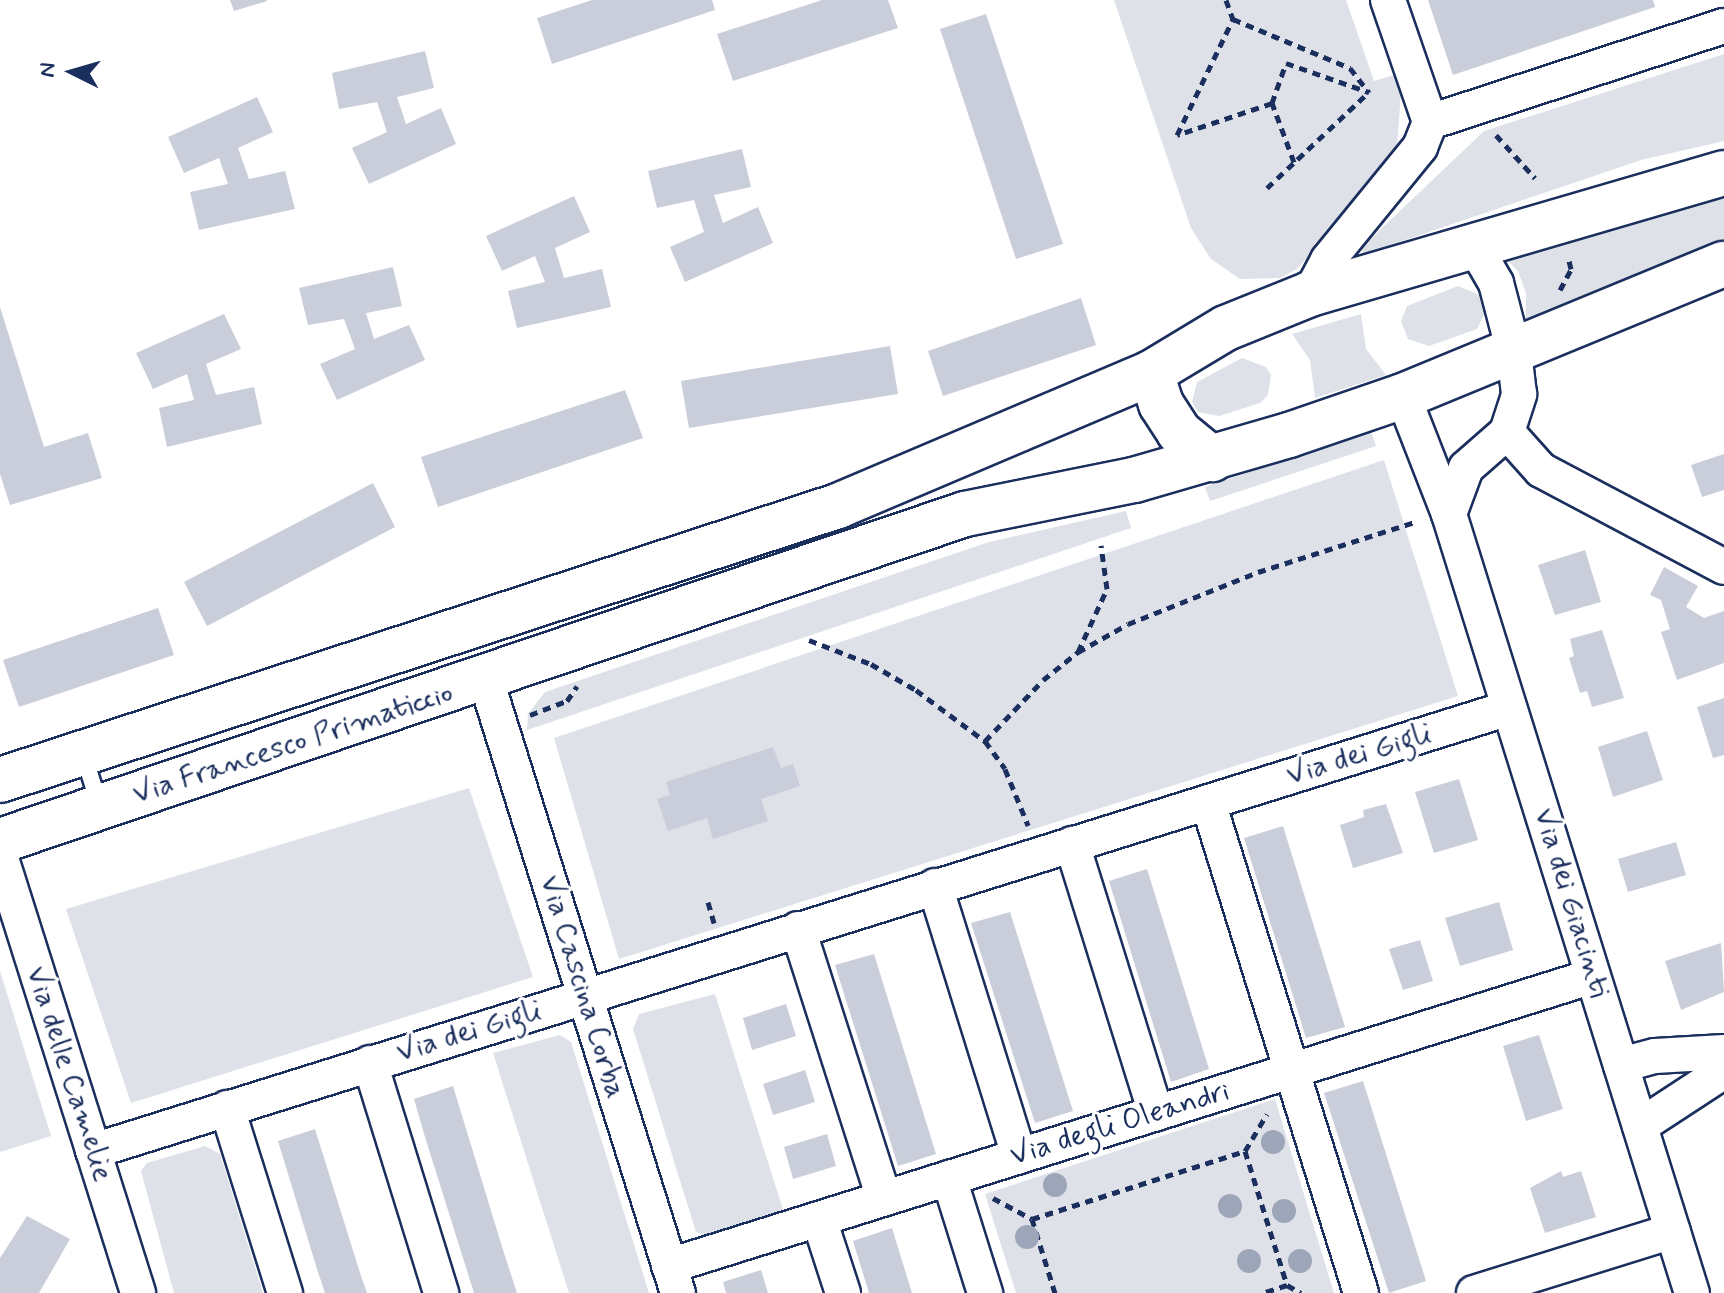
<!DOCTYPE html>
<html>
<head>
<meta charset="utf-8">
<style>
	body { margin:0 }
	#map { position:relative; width:1724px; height:1293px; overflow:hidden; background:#fff; font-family:Mynerve,sans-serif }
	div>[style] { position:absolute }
	.green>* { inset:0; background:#dee1e7 }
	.building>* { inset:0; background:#caceda }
	.path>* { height:5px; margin-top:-2.5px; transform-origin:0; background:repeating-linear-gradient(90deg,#1b2f5e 0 8px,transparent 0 14px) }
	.roads { filter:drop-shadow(2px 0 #1b2f5e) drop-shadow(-2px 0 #1b2f5e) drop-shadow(0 2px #1b2f5e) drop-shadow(0 -2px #1b2f5e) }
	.lane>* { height:16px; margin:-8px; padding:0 8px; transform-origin:8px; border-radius:8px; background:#fff }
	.street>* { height:34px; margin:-17px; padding:0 17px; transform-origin:17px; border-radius:17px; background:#fff }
	.secondary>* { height:44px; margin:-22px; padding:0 22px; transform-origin:22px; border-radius:22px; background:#fff }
	.trees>* { width:24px; height:24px; margin:-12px; border-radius:50%; background:#9da5b9 }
	span { translate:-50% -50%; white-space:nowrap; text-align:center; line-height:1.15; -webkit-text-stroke:6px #fff; paint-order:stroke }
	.street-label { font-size:30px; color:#1b2f5e }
	.north { position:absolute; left:32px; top:32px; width:80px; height:80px; -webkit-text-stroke:6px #fff; paint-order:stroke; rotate:275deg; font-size:22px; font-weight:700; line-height:32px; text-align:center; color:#1b2f5e }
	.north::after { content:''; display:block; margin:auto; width:28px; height:36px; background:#1b2f5e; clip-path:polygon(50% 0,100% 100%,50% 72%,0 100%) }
</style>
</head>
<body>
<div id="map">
	<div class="green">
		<div style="clip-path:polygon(1114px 0,1346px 0,1374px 81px,1394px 75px,1401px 93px,1397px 146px,1374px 185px,1297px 269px,1280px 278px,1240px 279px,1211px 259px,1191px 228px)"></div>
		<div style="clip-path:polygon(1724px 54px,1724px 141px,1641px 160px,1364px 254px,1361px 248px,1484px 131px)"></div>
		<div style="clip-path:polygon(1724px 195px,1724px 244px,1526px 328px,1526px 293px,1518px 271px,1504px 257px)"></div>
		<div style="clip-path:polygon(1458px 286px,1482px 296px,1486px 310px,1477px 329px,1429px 346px,1408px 339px,1401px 321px,1407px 306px)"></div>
		<div style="clip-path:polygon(1361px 314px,1366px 349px,1386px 375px,1315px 398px,1310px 360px,1292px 334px)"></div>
		<div style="clip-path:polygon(1242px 358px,1266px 367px,1271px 375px,1268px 395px,1260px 403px,1219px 416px,1198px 412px,1192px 402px,1197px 382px)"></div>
		<div style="clip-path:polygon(1371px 431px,1376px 446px,1210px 501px,1205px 487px)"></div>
		<div style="clip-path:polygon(1384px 460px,1458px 696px,619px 959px,554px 738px)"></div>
		<div style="clip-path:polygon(1126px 511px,1131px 528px,527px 730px,528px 714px,545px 692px,989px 542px)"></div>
		<div style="clip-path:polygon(469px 788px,533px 977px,131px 1103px,66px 909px)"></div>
		<div style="clip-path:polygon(0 971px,51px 1136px,0 1152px)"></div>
		<div style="clip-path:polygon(715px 994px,784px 1213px,708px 1237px,696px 1232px,633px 1029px,639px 1014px)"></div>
		<div style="clip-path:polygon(560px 1035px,571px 1042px,649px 1293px,569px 1293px,493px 1053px)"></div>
		<div style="clip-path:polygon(1275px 1099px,1334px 1293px,1016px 1293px,985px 1194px)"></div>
		<div style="clip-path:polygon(205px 1146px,220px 1154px,263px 1293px,174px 1293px,141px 1171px,147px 1163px)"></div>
	</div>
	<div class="building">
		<div style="clip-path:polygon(230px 0,267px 0,267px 1px,234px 11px)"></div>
		<div style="clip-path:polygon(592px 0,712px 0,715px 10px,552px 64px,537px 18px)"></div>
		<div style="clip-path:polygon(822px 0,888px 0,898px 28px,733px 81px,717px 34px)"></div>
		<div style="clip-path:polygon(1428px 0,1653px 0,1655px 7px,1453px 75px)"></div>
		<div style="clip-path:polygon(986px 14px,1063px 244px,1016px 259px,940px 29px)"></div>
		<div style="clip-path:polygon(425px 51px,434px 88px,397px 97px,406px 124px,441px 108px,456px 144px,369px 184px,352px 148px,387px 132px,377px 102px,339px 109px,332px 73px)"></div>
		<div style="clip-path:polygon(257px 97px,273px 132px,238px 148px,249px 179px,285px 171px,295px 209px,199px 230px,190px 192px,228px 184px,219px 158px,184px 173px,168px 137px)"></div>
		<div style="clip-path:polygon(742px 149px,751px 187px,714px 195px,723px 223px,758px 207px,773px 243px,685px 282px,670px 247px,704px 232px,694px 200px,657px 208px,648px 171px)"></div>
		<div style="clip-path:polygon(574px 196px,590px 232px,555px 248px,564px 278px,602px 269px,611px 307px,517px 328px,508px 291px,545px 282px,535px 256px,502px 271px,486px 236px)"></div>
		<div style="clip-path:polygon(393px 267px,402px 306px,366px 313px,374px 339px,409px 325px,425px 360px,337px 400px,320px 364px,355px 349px,344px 319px,308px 325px,299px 288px)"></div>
		<div style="clip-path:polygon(1081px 298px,1096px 345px,943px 396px,928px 351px)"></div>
		<div style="clip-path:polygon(0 307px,44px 447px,88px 433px,102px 478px,10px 505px,0 474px)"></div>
		<div style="clip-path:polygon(224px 314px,241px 349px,206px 364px,216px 395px,254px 387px,262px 424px,167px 447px,159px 408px,194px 400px,187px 374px,153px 389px,136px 353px)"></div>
		<div style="clip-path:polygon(890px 346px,898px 394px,689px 428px,681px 381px)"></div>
		<div style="clip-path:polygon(625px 390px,643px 438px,438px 507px,421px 457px)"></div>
		<div style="clip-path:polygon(1724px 454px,1724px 490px,1702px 497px,1691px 465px)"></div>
		<div style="clip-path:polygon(373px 483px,395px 527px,207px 626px,184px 582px)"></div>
		<div style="clip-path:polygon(1585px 550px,1601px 602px,1555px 615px,1538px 565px)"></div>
		<div style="clip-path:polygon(1664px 567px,1698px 586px,1686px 607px,1704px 618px,1724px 611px,1724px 663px,1677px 680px,1661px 632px,1670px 629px,1661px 600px,1650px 595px)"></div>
		<div style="clip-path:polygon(158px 608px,174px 655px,19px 707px,3px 660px)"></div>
		<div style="clip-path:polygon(1602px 630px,1624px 698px,1592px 707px,1587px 691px,1580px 693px,1569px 658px,1574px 656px,1570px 639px)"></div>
		<div style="clip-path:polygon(1724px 698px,1724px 755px,1713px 758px,1697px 707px)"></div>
		<div style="clip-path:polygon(1647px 731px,1663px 780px,1613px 797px,1598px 747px)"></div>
		<div style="clip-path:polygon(773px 747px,781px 768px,793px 764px,800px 786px,761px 799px,768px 821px,713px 839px,707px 818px,668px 831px,657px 799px,670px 795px,666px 782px)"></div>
		<div style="clip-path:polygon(1459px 779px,1478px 840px,1434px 853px,1415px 792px)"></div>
		<div style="clip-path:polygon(1386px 804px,1403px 853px,1353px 868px,1340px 825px,1364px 817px,1363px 810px)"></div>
		<div style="clip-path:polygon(1283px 826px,1345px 1027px,1306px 1038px,1244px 838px)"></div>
		<div style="clip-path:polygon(1676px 842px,1686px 875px,1628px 892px,1618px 859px)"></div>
		<div style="clip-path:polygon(1147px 869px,1209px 1069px,1171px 1082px,1109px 881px)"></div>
		<div style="clip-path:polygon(1499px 902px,1513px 950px,1460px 966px,1445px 918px)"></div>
		<div style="clip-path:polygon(1010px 912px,1073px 1111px,1035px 1123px,971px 923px)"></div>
		<div style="clip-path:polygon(1420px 940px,1433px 981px,1403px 990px,1389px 949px)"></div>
		<div style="clip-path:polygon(1721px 943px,1724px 992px,1681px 1010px,1665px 961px)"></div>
		<div style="clip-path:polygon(874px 954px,936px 1154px,898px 1166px,835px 965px)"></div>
		<div style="clip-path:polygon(786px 1004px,796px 1036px,752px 1050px,743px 1018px)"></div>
		<div style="clip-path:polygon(1539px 1035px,1563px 1109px,1526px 1121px,1503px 1046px)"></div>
		<div style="clip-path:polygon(805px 1070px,815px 1102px,773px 1115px,763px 1084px)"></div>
		<div style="clip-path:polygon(1363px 1081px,1426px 1281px,1389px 1293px,1324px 1093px)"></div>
		<div style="clip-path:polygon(453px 1086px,503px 1250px,517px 1293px,474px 1293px,425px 1137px,414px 1099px)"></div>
		<div style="clip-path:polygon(315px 1129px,361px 1276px,367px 1293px,325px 1293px,317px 1269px,278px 1141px)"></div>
		<div style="clip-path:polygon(827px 1134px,836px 1166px,793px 1179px,784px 1147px)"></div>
		<div style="clip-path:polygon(1561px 1171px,1563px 1177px,1581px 1171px,1596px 1217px,1545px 1233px,1530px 1188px)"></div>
		<div style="clip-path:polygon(27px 1216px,70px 1239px,39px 1293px,0 1293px,0 1258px)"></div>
		<div style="clip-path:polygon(892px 1228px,912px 1293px,869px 1293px,853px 1241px)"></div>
		<div style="clip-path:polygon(761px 1270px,768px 1293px,726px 1293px,723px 1282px)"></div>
	</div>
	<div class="path">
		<div style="left:1226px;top:0;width:20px;rotate:70deg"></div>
		<div style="left:1272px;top:103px;width:42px;rotate:-70.7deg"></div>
		<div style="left:1286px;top:63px;width:88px;rotate:19.3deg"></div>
		<div style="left:1496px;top:135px;width:58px;rotate:47.8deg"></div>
		<div style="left:1294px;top:162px;width:63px;rotate:-110.4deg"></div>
		<div style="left:1272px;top:103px;width:100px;rotate:161.4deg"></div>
		<div style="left:1177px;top:135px;width:129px;rotate:-64.2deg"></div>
		<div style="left:1233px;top:19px;width:127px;rotate:22.7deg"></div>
		<div style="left:1350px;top:68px;width:31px;rotate:52deg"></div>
		<div style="left:1267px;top:188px;width:140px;rotate:-43.3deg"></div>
		<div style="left:1560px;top:290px;width:24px;rotate:-62deg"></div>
		<div style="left:1571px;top:269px;width:13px;rotate:-103deg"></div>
		<div style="left:809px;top:640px;width:66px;rotate:21.2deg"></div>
		<div style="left:871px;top:664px;width:52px;rotate:30deg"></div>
		<div style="left:916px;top:690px;width:86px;rotate:36.5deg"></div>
		<div style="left:985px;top:741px;width:34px;rotate:54deg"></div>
		<div style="left:1005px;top:769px;width:61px;rotate:67.7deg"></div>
		<div style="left:1078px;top:652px;width:69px;rotate:-65.3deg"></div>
		<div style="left:1107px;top:589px;width:44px;rotate:-97.8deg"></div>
		<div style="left:530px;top:715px;width:40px;rotate:-21deg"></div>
		<div style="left:567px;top:701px;width:18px;rotate:-56deg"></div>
		<div style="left:985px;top:741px;width:84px;rotate:-46.4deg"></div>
		<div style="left:1043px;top:680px;width:45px;rotate:-38.7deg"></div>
		<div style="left:1078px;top:652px;width:57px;rotate:-29.2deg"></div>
		<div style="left:1128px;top:624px;width:140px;rotate:-21.8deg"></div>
		<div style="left:1258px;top:572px;width:165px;rotate:-17.7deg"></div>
		<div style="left:708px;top:902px;width:22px;rotate:74deg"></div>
		<div style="left:1245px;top:1151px;width:43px;rotate:-59.3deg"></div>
		<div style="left:993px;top:1198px;width:44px;rotate:28.3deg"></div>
		<div style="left:1287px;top:1285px;width:16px;rotate:30deg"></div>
		<div style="left:1055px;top:1293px;width:77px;rotate:-107.3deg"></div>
		<div style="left:1032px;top:1219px;width:224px;rotate:-17.7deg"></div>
		<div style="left:1245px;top:1151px;width:140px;rotate:72.6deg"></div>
		<div style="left:1287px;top:1285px;width:26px;rotate:162deg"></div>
	</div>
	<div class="roads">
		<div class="lane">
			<div style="left:83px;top:753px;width:57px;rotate:72.5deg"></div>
		</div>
		<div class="street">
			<div style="left:1430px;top:122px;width:309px;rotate:-18.1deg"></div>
			<div style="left:1310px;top:294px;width:38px;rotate:-62deg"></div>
			<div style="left:1328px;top:260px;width:146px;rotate:-50.8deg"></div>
			<div style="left:1420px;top:147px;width:27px;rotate:-68deg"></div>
			<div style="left:1430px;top:122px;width:129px;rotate:-109deg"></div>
			<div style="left:1403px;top:396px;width:127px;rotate:68.7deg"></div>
			<div style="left:1449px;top:514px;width:816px;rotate:72.68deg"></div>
			<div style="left:1507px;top:432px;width:51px;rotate:48.2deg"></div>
			<div style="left:1541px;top:470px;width:207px;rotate:27.9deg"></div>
			<div style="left:1449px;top:514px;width:49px;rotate:-69.7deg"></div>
			<div style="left:1466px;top:468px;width:55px;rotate:-41.3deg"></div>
			<div style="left:1507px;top:432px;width:40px;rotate:-72deg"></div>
			<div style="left:1519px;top:394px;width:42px;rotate:-96.8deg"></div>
			<div style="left:1514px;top:352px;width:71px;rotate:-104.6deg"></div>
			<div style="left:1496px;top:283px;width:44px;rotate:-120.1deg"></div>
			<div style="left:486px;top:680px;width:642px;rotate:72.61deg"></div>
			<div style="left:1208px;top:802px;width:514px;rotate:72.69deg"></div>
			<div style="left:1072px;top:844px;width:282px;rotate:72.7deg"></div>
			<div style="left:0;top:855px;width:459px;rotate:72.5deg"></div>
			<div style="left:935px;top:886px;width:283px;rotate:72.7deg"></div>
			<div style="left:798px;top:929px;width:282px;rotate:72.3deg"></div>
			<div style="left:370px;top:1063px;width:241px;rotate:72.8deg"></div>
			<div style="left:1621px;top:1065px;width:35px;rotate:-15deg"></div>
			<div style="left:1655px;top:1056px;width:69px;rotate:-3.3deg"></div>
			<div style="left:227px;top:1108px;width:194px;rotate:72.6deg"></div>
			<div style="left:1640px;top:1126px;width:100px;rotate:-33.2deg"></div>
			<div style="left:93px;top:1151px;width:1484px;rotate:-17.37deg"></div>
			<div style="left:949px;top:1178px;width:121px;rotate:72.6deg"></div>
			<div style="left:819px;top:1219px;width:78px;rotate:72deg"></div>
			<div style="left:669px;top:1266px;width:968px;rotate:-17.42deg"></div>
			<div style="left:1474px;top:1293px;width:208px;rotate:-17.3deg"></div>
		</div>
		<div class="secondary">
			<div style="left:1151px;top:373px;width:33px;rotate:72deg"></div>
			<div style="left:1161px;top:404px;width:33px;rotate:57deg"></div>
			<div style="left:1179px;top:432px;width:43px;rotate:39.3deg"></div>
			<div style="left:0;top:780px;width:882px;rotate:-18.11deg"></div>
			<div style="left:838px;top:506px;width:340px;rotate:-23deg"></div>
			<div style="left:1151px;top:373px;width:87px;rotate:-31deg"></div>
			<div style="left:1226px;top:328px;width:91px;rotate:-22deg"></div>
			<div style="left:1310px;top:294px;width:431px;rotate:-16.3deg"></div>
			<div style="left:0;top:841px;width:1019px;rotate:-18.72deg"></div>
			<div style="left:965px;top:514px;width:172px;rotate:-11.4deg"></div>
			<div style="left:1134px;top:480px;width:161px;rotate:-16.2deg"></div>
			<div style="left:1289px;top:435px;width:120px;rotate:-18.9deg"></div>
			<div style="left:1403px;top:396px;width:347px;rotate:-22.4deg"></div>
		</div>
	</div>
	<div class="trees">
		<div style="left:1273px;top:1142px"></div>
		<div style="left:1055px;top:1185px"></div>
		<div style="left:1230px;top:1206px"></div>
		<div style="left:1284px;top:1211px"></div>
		<div style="left:1027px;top:1237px"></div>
		<div style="left:1249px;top:1261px"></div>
		<div style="left:1300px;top:1261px"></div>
	</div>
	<div class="street-label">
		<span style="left:293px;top:744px;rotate:-18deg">Via Francesco Primaticcio</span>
		<span style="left:1359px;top:755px;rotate:-17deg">Via dei Gigli</span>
		<span style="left:1571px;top:903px;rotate:73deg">Via dei Giacinti</span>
		<span style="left:582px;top:987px;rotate:73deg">Via Cascina Corba</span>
		<span style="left:469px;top:1032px;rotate:-17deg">Via dei Gigli</span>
		<span style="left:69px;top:1074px;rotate:72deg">Via delle Camelie</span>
		<span style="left:1120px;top:1124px;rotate:-17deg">Via degli Oleandri</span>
	</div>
	<div class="north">N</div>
</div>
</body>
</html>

▬▬▬▬▬▬▬▬▬▬

• [TASK INSTRUCTIONS]
Whenever "roads" shows up in a line of the listing, copy that whole line.

• [TASK OUTPUT]
	.roads { filter:drop-shadow(2px 0 #1b2f5e) drop-shadow(-2px 0 #1b2f5e) drop-shadow(0 2px #1b2f5e) drop-shadow(0 -2px #1b2f5e) }
	<div class="roads">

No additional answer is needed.